Search code examples
mysqlperformancequery-optimizationdatabase-performance

MySQL query becomes extremely slow when using Order By


I have a messages table with 15 million rows.

Below query returns about 5 million(But limited in 15 rows) records in less than 1 second :

SELECT messages.* FROM messages 
INNER JOIN gateways ON
messages.gateway_id=gateways.id
INNER JOIN orders ON
gateways.order_id=orders.id
WHERE orders.user_id=6500 AND messages.deleted=0
AND messages.type='Out' LIMIT 15;

But when I adding an Order ByidDESC to the end of it, it becomes extremely slow about ~40 seconds :

SELECT messages.* FROM messages 
INNER JOIN gateways ON
messages.gateway_id=gateways.id
INNER JOIN orders ON
gateways.order_id=orders.id
WHERE orders.user_id=6500 AND messages.deleted=0
AND messages.type='Out' ORDER BY messages.id DESC LIMIT 15;

Any help would be great appreciated.


Solution

  • The pattern SELECT lots_of_stuff ORDER BY something LIMIT small_integer is notorious for causing performance trouble. Leaving out ORDER BY something makes the performance trouble go away. Why? Because the pattern with ORDER BY causes the MySQL server to sort a very large number of fairly large rows (5 million in your case), only to discard all but a small number of them.

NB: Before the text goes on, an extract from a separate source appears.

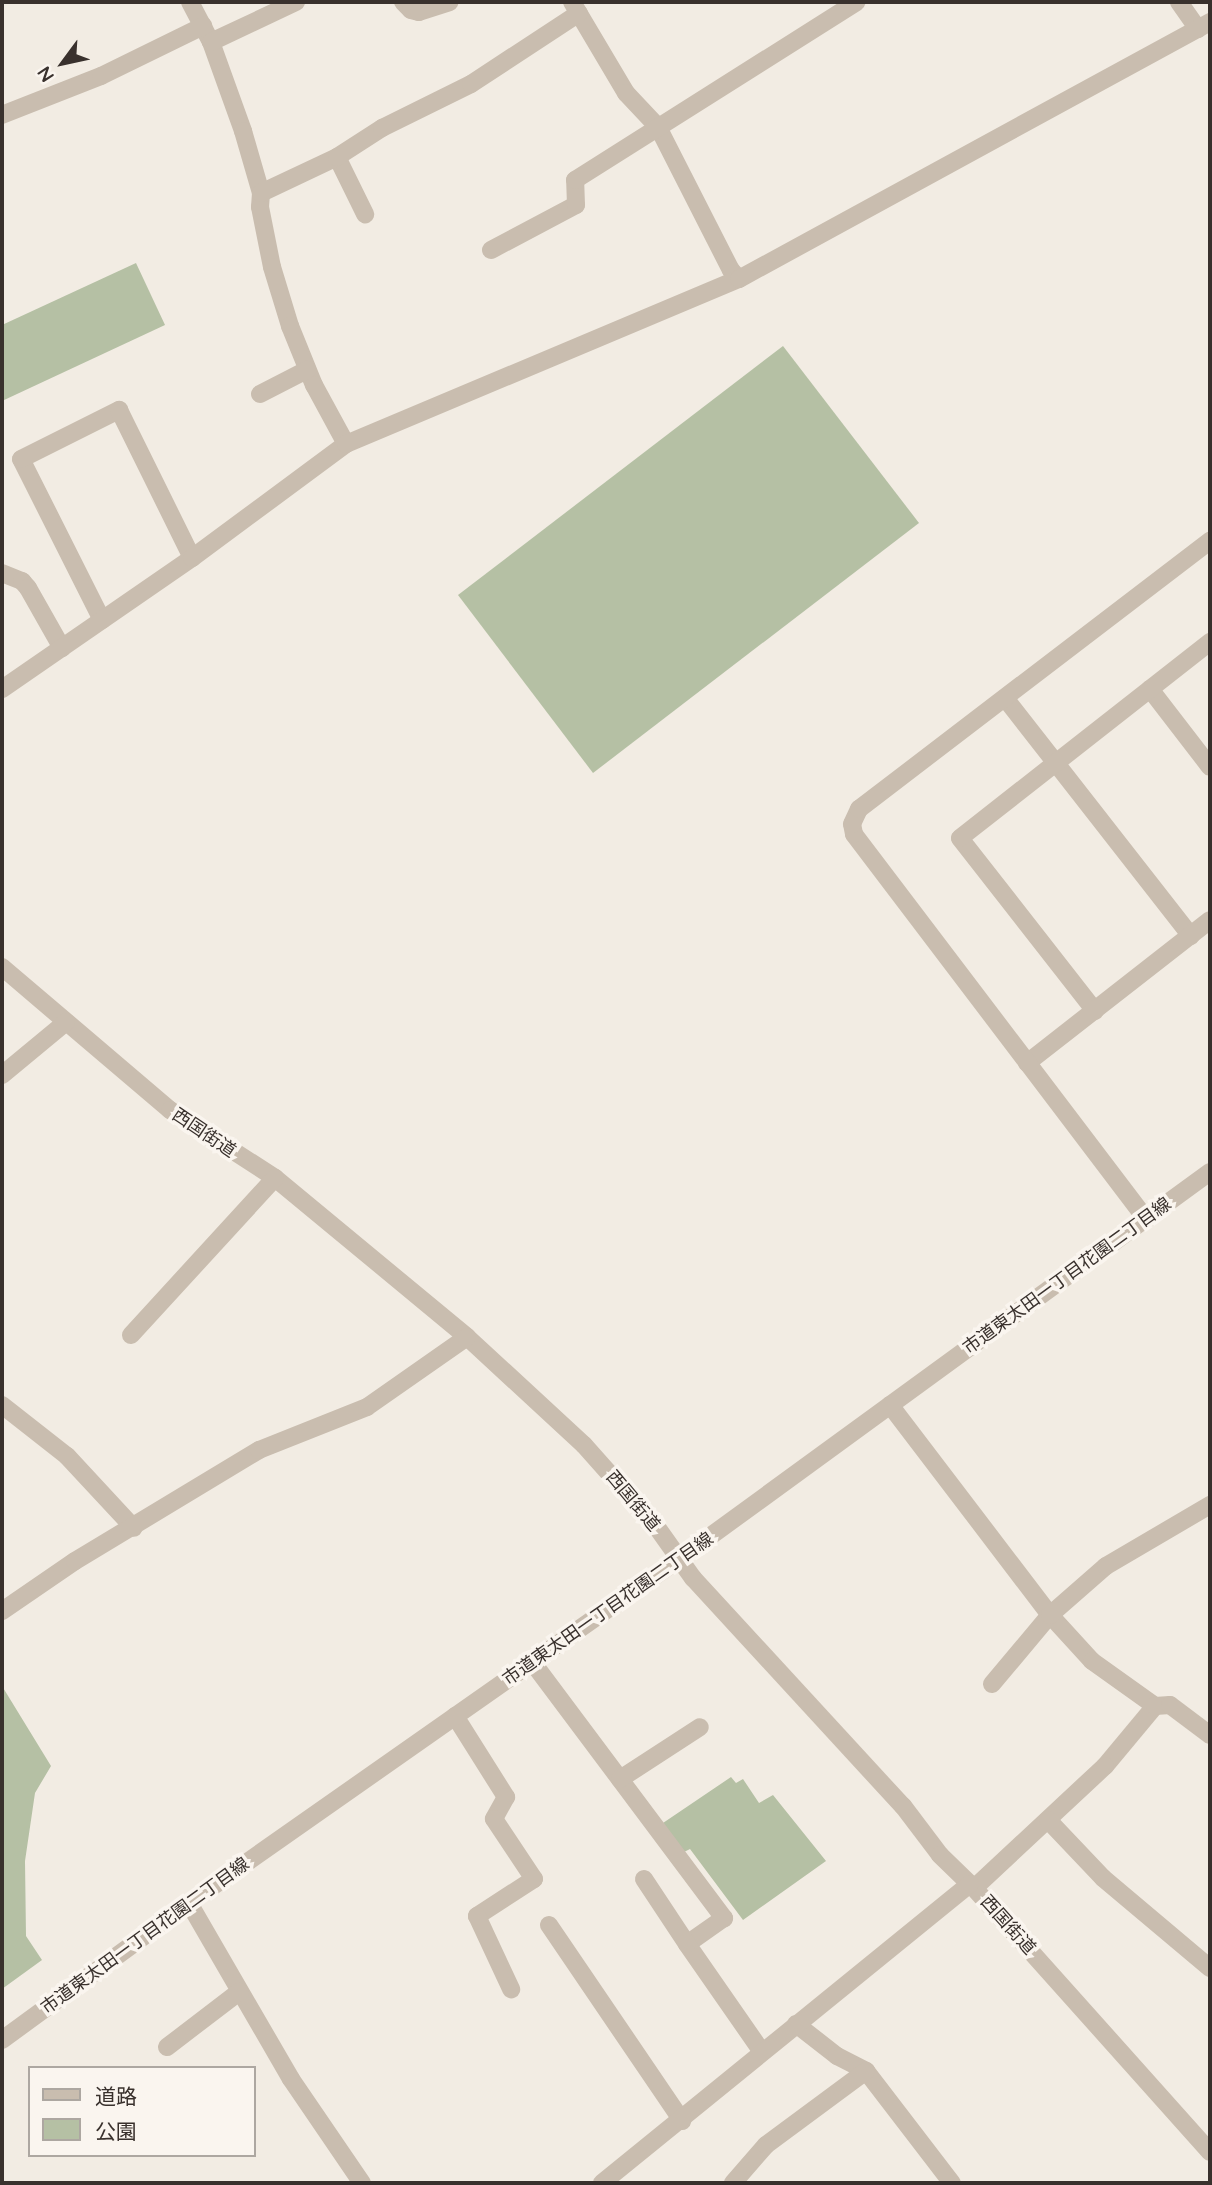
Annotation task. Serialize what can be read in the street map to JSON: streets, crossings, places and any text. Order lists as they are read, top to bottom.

That uses a lot of RAM, CPU, and IO in your server, just to discard most of the work.

    Your best bet is to use a deferred join type of pattern here, where you sort nothing but the message.id values. Use this subquery to do that.

                       SELECT messages.id 
                         FROM messages 
                   INNER JOIN gateways ON messages.gateway_id=gateways.id
                   INNER JOIN orders   ON gateways.order_id=orders.id
                        WHERE orders.user_id=6500
                          AND messages.deleted=0
                          AND messages.type='Out'
                     ORDER BY messages.id DESC
                       LIMIT 15
    

    This will give you a nice little collection of 15 message.id values.

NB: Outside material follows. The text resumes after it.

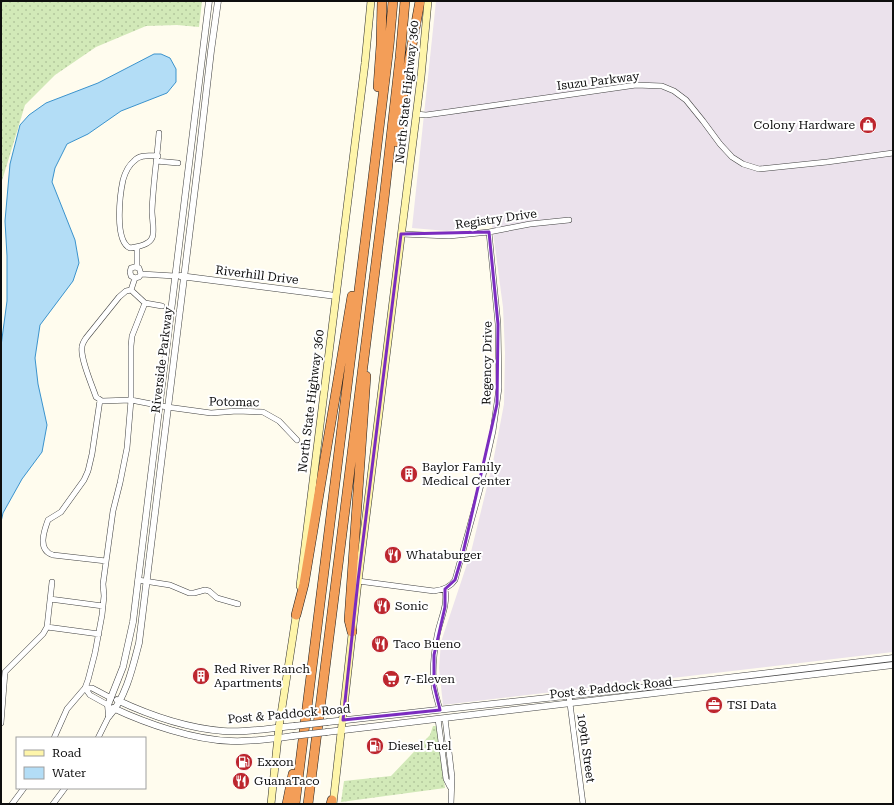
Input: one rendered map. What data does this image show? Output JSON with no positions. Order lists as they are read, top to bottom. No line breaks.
{"streets":{"main road":["North State Highway 360"],"street":["Isuzu Parkway","Registry Drive","Riverhill Drive","Riverside Parkway","Regency Drive","Potomac","Post & Paddock Road","109th Street"]},"crossings":[["Isuzu Parkway","North State Highway 360"],["North State Highway 360","Registry Drive"],["North State Highway 360","Riverhill Drive"],["North State Highway 360","Post & Paddock Road"],["Registry Drive","Regency Drive"],["Riverhill Drive","Riverside Parkway"],["Riverside Parkway","Potomac"],["Riverside Parkway","Post & Paddock Road"],["Post & Paddock Road","109th Street"]],"places":{"shop":["Colony Hardware"],"building":["Baylor Family Medical Center","Red River Ranch Apartments"],"restaurant":["Whataburger","Sonic","Taco Bueno","GuanaTaco"],"supermarket":["7-Eleven"],"office":["TSI Data"],"fuel station":["Diesel Fuel","Exxon"]},"legend":["Road","Water"]}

    Your next step is to work on optimizing this subquery. I suggest you try a compound covering index on your messages table, containing the columns (deleted, type, id, gateway_id). This shoud help accelerate it.

    You may need indexes on the other tables as well. You should consider using the EXPLAIN function in MySQL to analyze your performance.

    Finally, use that little collection of messages.id values to get the messages rows you need, like this. (This is the deferred join; you're deferring fetching the whole row until you know which rows you'll need. That way you don't have to ORDER the whole mess.)

    Edit Add a compound index on gateways (order_id, id) to avoid the full table scan of that table. It's not enormous, but this might help a bit.

    SELECT a.*
      FROM messages a
      JOIN (
                       SELECT messages.id 
                         FROM messages 
                   INNER JOIN gateways ON messages.gateway_id=gateways.id
                   INNER JOIN orders   ON gateways.order_id=orders.id
                        WHERE orders.user_id=6500
                          AND messages.deleted=0
                          AND messages.type='Out'
                     ORDER BY messages.id DESC
                       LIMIT 15
           ) b ON a.id = b.id
     ORDER BY a.id DESC